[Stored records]
..............................
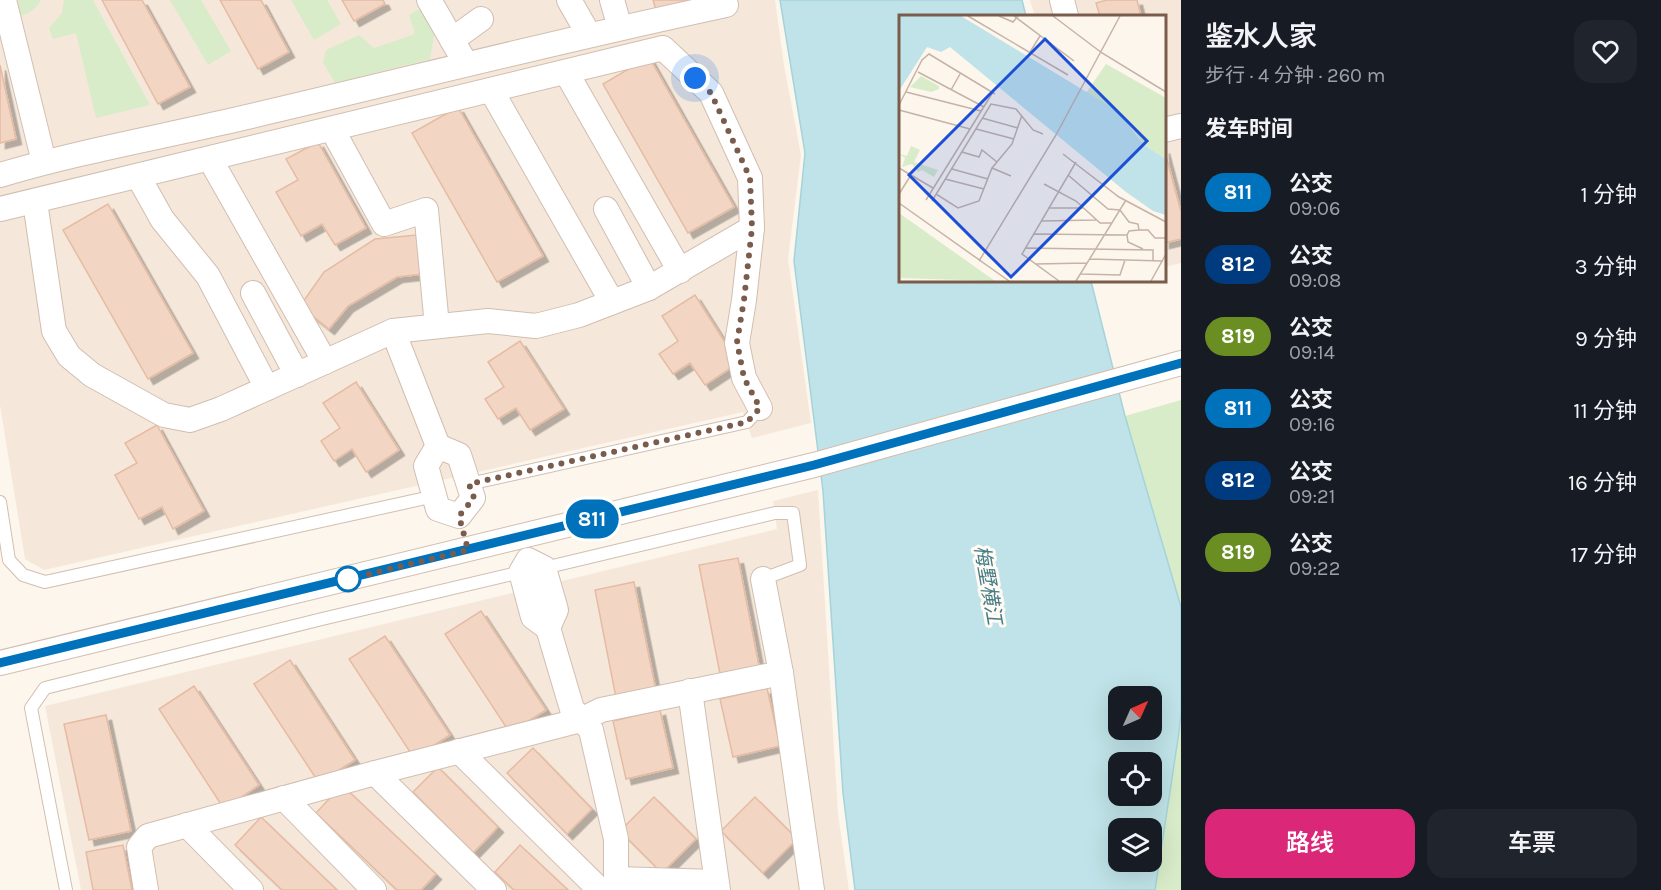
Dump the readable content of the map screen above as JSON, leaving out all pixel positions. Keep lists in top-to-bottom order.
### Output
{
  "water": ["梅墅横江"],
  "lines": ["bus line 811"],
  "north": "top right",
  "page": {
    "on_map": "811",
    "heading": [
      ["鉴水人家", "步行 · 4 分钟 · 260 m"],
      "发车时间"
    ],
    "list": [
      {
        "mark": "811",
        "name": "公交",
        "note": "09:06",
        "value": "1 分钟"
      },
      {
        "mark": "812",
        "name": "公交",
        "note": "09:08",
        "value": "3 分钟"
      },
      {
        "mark": "819",
        "name": "公交",
        "note": "09:14",
        "value": "9 分钟"
      },
      {
        "mark": "811",
        "name": "公交",
        "note": "09:16",
        "value": "11 分钟"
      },
      {
        "mark": "812",
        "name": "公交",
        "note": "09:21",
        "value": "16 分钟"
      },
      {
        "mark": "819",
        "name": "公交",
        "note": "09:22",
        "value": "17 分钟"
      }
    ],
    "buttons": ["路线", "车票"]
  }
}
..............................
THE TASK: A verbatim copy of the data, free of pictures, is the expected answer.

RESULT FOR THIS TASK:
Dump the readable content of the map screen above as JSON, leaving out all pixel positions. Keep lists in top-to-bottom order.
### Output
{
  "water": ["梅墅横江"],
  "lines": ["bus line 811"],
  "north": "top right",
  "page": {
    "on_map": "811",
    "heading": [
      ["鉴水人家", "步行 · 4 分钟 · 260 m"],
      "发车时间"
    ],
    "list": [
      {
        "mark": "811",
        "name": "公交",
        "note": "09:06",
        "value": "1 分钟"
      },
      {
        "mark": "812",
        "name": "公交",
        "note": "09:08",
        "value": "3 分钟"
      },
      {
        "mark": "819",
        "name": "公交",
        "note": "09:14",
        "value": "9 分钟"
      },
      {
        "mark": "811",
        "name": "公交",
        "note": "09:16",
        "value": "11 分钟"
      },
      {
        "mark": "812",
        "name": "公交",
        "note": "09:21",
        "value": "16 分钟"
      },
      {
        "mark": "819",
        "name": "公交",
        "note": "09:22",
        "value": "17 分钟"
      }
    ],
    "buttons": ["路线", "车票"]
  }
}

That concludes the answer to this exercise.